Hi I just SBF'd back to 2.3.34 and for some reason z4root will not complete the root process. I need root so that I can setup CM7. Does anyone have any suggestions to make this work? I am open to using a different method to root the phone.

Thanks


----------



## jlloyd (Jun 11, 2011)

Does it just continually run or does it stop and you are not rooted? If it runs for anything over five minutes or so stop Z4 and start it again normally works then. Also I believe gingerbreak will work on froyo as well if you are not having luck with Z4.


----------



## Dewguzzler (Jun 6, 2011)

make sure u have adb debugging checked on, reboot, and try it again


----------



## razorloves (Jun 7, 2011)

jgreenage said:


> Hi I just SBF'd back to 2.3.34 and for some reason z4root will not complete the root process. I need root so that I can setup CM7. Does anyone have any suggestions to make this work? I am open to using a different method to root the phone.
> 
> Thanks


this is a common problem. just reboot and it should work.


----------



## AndroidSims (Jun 7, 2011)

I have the same issue, but iit never works no matter how many times I reboot. I just have to use the terminal emulator rageagainstthecage.zip method.

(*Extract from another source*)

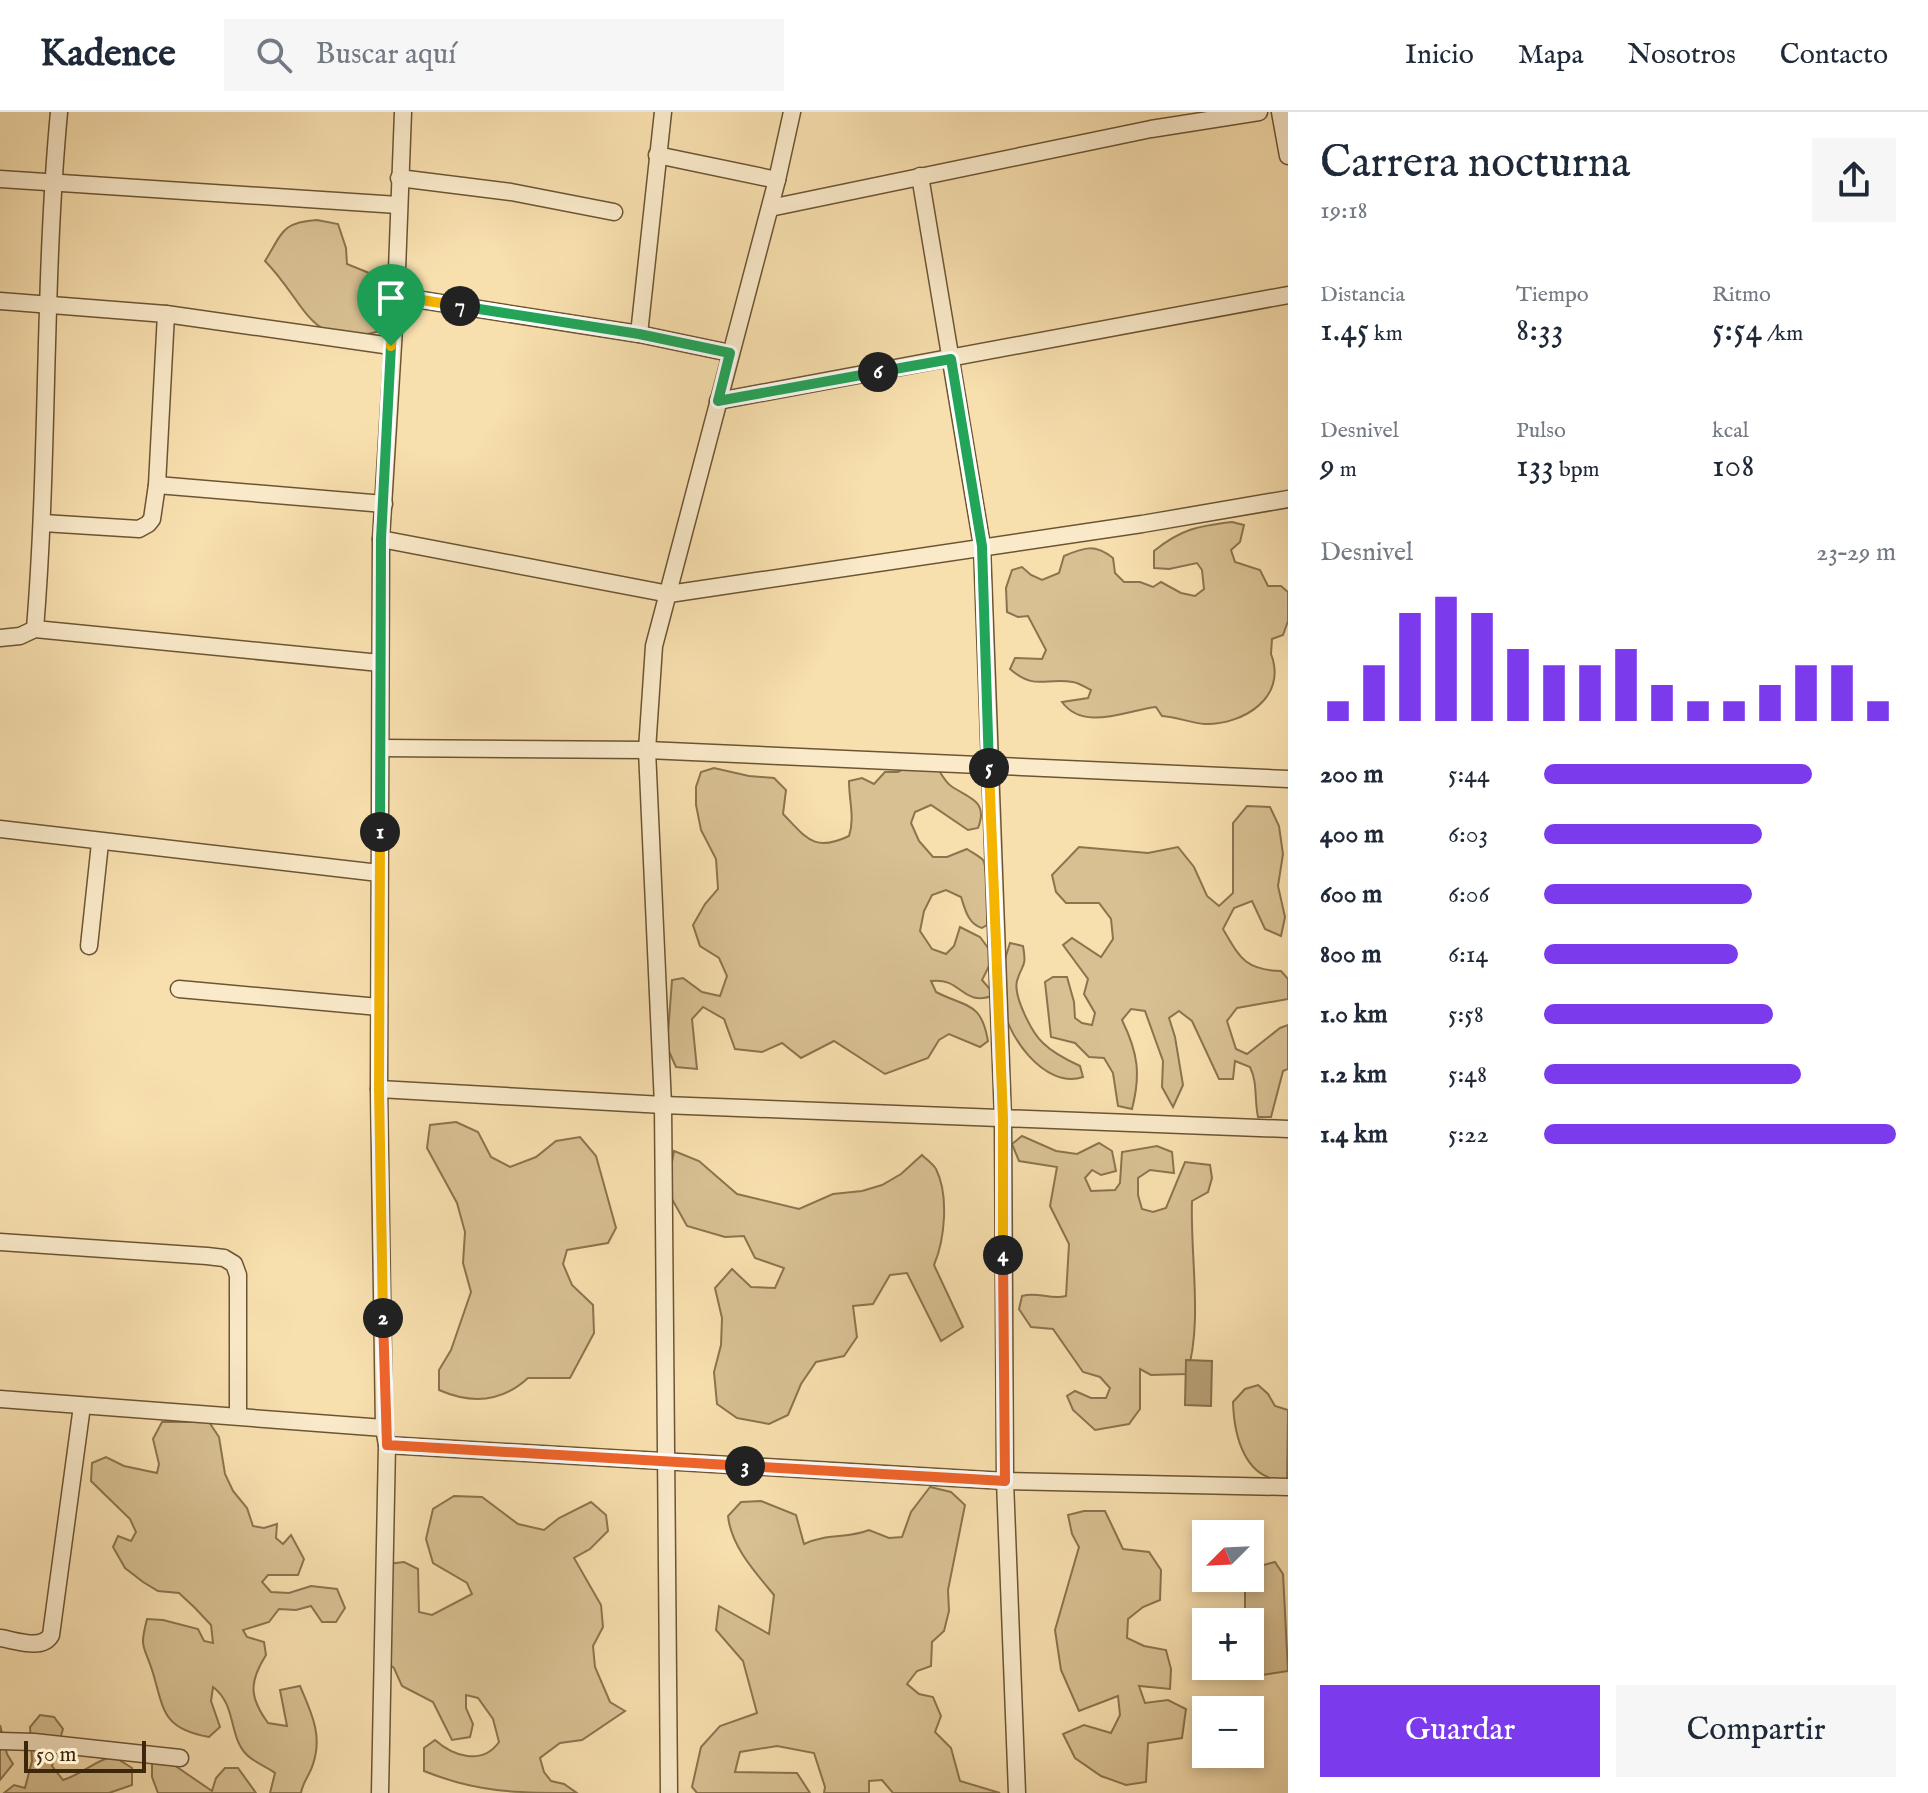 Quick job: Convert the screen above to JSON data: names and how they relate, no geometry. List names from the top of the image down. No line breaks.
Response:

Sent from my DROIDX using Tapatalk


----------



## jonwgee (Jun 6, 2011)

Put your phone in airplane mode before you start z4root, makes it go faster

Sent from my DROIDX using Tapatalk


----------



## kdkinc (Jun 7, 2011)

I've been using GingerBreaker to "root".
Is there any reason I shouldn't ?
GingerBreaker works for me on all rom updates.

Thanks


----------



## Caveman419 (Jun 10, 2011)

Z4Root works about half of the time on the first try for me and the other times I have to pull the battery and run it a second time before it completes.


----------



## cuccilover (Jul 12, 2011)

I would like to know how to install z4root once downloaded. Any help will be great. Thank you.


----------



## mines_01 (Jun 10, 2011)

cuccilover said:


> I would like to know how to install z4root once downloaded. Any help will be great. Thank you.


Check unknown sources in the application menu of your settings. open the 'files' app and navigate to where you have it downloaded then click it and hit install.


----------



## SyNiK4L (Jun 7, 2011)

interesting that, some of yall have had this problem. I literally have never had a problem with z4root. the only thing iv ever had a problem with, is accidently forgetting to turn on usb debugging.


----------



## Guest (Jul 15, 2011)

I've always found that after a SBF, Z4Root will stick at the first phase unless I reboot my phone after SBFing and before running Z4Root. I've just gotten into the habit of rebooting it once it boots up after a SBF to prevent that from occurring. I was literally able to reproduce it every single time.


----------



## Jmoney4769 (Jun 7, 2011)

Seems to be you just have to reboot once and you are all set


----------